_What is expected:_
Return every line of the data below that includes the string "white".

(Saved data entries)
________

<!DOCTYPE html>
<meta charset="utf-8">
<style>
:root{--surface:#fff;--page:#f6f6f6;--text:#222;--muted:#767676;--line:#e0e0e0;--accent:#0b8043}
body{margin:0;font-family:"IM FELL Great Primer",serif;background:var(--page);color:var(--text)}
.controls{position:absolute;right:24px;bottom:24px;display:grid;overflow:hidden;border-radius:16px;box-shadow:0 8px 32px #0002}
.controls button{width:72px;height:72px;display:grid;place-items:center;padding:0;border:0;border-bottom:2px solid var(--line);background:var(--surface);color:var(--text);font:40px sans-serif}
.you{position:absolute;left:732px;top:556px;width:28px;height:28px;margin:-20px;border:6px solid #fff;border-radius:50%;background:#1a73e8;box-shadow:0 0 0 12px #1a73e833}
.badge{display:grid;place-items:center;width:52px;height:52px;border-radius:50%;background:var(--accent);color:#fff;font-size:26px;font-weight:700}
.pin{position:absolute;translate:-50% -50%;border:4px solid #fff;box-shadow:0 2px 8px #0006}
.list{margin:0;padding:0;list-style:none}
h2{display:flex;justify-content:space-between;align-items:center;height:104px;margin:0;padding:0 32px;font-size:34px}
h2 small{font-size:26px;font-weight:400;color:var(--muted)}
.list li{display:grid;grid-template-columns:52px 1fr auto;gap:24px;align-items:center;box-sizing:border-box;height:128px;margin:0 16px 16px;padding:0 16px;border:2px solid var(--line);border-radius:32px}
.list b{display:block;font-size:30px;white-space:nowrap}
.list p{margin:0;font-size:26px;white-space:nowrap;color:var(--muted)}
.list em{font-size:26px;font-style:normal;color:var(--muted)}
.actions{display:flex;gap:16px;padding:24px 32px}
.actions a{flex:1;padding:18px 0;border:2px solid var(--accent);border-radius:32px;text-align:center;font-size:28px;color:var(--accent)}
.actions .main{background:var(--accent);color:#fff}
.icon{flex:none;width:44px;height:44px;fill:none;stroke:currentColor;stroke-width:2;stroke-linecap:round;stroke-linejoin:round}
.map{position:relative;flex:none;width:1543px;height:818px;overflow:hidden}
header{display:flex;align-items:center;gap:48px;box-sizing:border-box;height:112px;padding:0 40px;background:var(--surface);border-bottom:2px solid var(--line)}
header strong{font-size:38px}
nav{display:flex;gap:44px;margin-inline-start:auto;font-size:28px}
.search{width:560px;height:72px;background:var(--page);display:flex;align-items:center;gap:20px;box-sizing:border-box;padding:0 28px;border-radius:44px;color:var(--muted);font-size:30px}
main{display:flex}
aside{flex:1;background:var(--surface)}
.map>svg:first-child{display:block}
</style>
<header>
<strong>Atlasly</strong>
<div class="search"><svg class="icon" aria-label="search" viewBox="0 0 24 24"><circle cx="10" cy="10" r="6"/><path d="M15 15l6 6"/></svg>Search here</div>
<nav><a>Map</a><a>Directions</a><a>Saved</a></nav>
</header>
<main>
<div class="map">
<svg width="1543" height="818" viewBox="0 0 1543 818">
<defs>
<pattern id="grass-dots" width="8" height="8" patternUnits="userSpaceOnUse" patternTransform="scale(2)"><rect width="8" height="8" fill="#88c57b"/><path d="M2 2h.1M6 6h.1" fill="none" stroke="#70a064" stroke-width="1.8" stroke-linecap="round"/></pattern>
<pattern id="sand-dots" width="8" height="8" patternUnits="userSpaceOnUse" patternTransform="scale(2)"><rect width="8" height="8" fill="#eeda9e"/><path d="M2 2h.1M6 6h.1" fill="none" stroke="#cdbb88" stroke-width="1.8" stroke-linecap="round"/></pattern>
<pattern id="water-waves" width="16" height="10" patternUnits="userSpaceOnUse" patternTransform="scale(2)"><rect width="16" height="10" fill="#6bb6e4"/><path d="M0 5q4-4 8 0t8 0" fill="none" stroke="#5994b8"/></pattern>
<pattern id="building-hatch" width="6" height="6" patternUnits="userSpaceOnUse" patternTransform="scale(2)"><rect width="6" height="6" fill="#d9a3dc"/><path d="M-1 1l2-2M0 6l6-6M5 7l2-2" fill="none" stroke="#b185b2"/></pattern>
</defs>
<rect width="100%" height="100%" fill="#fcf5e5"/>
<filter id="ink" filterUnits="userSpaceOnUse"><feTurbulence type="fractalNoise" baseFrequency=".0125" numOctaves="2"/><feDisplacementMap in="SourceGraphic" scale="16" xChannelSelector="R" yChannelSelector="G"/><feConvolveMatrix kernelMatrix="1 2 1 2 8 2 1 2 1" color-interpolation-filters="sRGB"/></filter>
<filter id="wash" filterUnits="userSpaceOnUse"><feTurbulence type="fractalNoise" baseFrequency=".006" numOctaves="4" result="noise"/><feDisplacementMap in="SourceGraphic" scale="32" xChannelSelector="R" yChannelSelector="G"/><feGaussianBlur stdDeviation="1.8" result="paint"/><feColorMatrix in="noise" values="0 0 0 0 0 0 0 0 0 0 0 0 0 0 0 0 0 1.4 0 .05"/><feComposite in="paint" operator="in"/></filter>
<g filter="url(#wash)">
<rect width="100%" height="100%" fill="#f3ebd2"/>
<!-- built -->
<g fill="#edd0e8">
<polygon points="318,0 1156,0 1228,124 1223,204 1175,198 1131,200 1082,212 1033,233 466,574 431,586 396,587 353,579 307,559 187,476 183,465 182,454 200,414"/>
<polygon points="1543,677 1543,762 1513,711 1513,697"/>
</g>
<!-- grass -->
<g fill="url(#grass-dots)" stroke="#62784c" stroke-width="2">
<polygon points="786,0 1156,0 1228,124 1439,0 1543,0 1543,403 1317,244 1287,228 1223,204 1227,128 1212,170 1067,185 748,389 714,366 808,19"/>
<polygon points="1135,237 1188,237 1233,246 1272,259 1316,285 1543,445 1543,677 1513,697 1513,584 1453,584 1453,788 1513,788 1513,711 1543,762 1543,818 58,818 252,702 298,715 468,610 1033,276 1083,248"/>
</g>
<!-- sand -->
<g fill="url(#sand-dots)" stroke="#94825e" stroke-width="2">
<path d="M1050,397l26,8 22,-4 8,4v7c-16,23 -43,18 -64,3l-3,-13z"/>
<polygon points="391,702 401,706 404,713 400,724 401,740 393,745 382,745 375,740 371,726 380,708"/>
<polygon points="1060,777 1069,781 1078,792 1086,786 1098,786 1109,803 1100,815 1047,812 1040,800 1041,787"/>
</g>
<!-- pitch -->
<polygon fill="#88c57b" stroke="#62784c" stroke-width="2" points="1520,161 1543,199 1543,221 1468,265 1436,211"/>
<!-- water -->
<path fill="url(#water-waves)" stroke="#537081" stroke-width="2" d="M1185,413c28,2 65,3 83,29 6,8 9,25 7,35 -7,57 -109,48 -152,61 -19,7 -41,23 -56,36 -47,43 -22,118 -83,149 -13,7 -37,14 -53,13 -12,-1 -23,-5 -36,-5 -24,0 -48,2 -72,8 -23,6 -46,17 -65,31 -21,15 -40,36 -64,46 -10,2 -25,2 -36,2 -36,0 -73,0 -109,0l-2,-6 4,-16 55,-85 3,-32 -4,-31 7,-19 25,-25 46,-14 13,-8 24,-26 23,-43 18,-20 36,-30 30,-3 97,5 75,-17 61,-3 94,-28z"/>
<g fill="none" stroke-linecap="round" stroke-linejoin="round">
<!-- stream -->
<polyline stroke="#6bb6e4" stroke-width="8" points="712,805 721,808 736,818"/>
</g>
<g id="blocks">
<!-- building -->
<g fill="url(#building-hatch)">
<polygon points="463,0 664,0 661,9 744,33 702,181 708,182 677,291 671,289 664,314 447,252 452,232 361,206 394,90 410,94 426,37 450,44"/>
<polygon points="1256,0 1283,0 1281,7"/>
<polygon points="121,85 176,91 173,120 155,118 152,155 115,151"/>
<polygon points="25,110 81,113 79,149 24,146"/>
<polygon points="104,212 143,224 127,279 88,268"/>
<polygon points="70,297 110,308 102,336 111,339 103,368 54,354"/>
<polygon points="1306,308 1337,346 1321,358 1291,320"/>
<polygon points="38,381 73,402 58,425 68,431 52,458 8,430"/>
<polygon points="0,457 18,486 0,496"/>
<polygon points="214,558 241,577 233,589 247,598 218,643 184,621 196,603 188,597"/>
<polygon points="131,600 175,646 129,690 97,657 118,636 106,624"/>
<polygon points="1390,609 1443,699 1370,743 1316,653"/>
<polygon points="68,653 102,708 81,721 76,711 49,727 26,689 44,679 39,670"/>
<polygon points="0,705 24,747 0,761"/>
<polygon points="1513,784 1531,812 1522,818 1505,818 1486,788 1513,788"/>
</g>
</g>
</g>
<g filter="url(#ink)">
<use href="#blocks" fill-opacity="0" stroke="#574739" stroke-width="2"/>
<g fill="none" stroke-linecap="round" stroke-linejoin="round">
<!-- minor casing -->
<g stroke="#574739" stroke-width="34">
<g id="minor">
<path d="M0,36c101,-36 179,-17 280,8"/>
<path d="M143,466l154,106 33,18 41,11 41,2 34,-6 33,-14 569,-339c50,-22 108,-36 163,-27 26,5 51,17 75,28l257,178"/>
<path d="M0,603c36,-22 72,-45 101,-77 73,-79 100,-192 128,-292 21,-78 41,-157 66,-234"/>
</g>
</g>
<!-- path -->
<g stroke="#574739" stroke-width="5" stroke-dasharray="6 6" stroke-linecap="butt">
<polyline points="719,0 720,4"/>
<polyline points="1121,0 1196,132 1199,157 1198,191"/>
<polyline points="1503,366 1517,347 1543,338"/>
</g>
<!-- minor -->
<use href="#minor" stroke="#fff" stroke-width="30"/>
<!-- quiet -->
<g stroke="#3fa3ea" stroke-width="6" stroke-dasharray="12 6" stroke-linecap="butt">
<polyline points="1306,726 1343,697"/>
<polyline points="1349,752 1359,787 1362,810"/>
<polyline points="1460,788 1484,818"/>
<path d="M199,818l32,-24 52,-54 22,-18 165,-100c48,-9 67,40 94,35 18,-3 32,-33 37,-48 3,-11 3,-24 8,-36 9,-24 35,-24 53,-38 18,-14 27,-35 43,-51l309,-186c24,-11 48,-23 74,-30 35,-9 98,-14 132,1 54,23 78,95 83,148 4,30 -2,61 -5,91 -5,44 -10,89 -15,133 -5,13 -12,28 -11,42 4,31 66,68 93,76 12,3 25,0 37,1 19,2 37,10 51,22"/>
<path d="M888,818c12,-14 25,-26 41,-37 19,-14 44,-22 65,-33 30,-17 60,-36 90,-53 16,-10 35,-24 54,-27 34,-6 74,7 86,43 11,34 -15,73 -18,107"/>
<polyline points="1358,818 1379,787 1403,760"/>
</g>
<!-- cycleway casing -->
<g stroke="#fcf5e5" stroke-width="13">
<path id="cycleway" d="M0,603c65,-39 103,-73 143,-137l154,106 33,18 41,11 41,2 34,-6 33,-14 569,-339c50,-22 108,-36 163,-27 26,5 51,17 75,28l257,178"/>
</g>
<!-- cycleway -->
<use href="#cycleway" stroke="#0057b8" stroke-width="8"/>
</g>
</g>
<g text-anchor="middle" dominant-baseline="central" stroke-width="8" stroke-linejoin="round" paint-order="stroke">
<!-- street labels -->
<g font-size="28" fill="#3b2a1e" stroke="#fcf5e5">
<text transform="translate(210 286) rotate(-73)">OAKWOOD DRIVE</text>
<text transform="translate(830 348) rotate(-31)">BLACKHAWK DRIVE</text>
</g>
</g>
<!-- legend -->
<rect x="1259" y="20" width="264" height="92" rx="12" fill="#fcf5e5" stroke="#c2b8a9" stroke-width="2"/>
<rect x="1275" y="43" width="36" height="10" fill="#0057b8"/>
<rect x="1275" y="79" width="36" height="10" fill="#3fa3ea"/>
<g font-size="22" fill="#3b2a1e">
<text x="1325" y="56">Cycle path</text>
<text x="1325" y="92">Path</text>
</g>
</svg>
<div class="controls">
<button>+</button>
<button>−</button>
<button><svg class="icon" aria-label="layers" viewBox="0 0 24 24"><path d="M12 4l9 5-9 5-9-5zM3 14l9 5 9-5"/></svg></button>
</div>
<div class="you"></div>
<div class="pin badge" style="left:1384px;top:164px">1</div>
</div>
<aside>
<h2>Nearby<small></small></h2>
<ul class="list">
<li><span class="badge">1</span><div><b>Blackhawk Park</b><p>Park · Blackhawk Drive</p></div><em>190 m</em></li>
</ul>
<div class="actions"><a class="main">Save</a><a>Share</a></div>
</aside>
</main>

________

_The completed task:_
.list b{display:block;font-size:30px;white-space:nowrap}
.list p{margin:0;font-size:26px;white-space:nowrap;color:var(--muted)}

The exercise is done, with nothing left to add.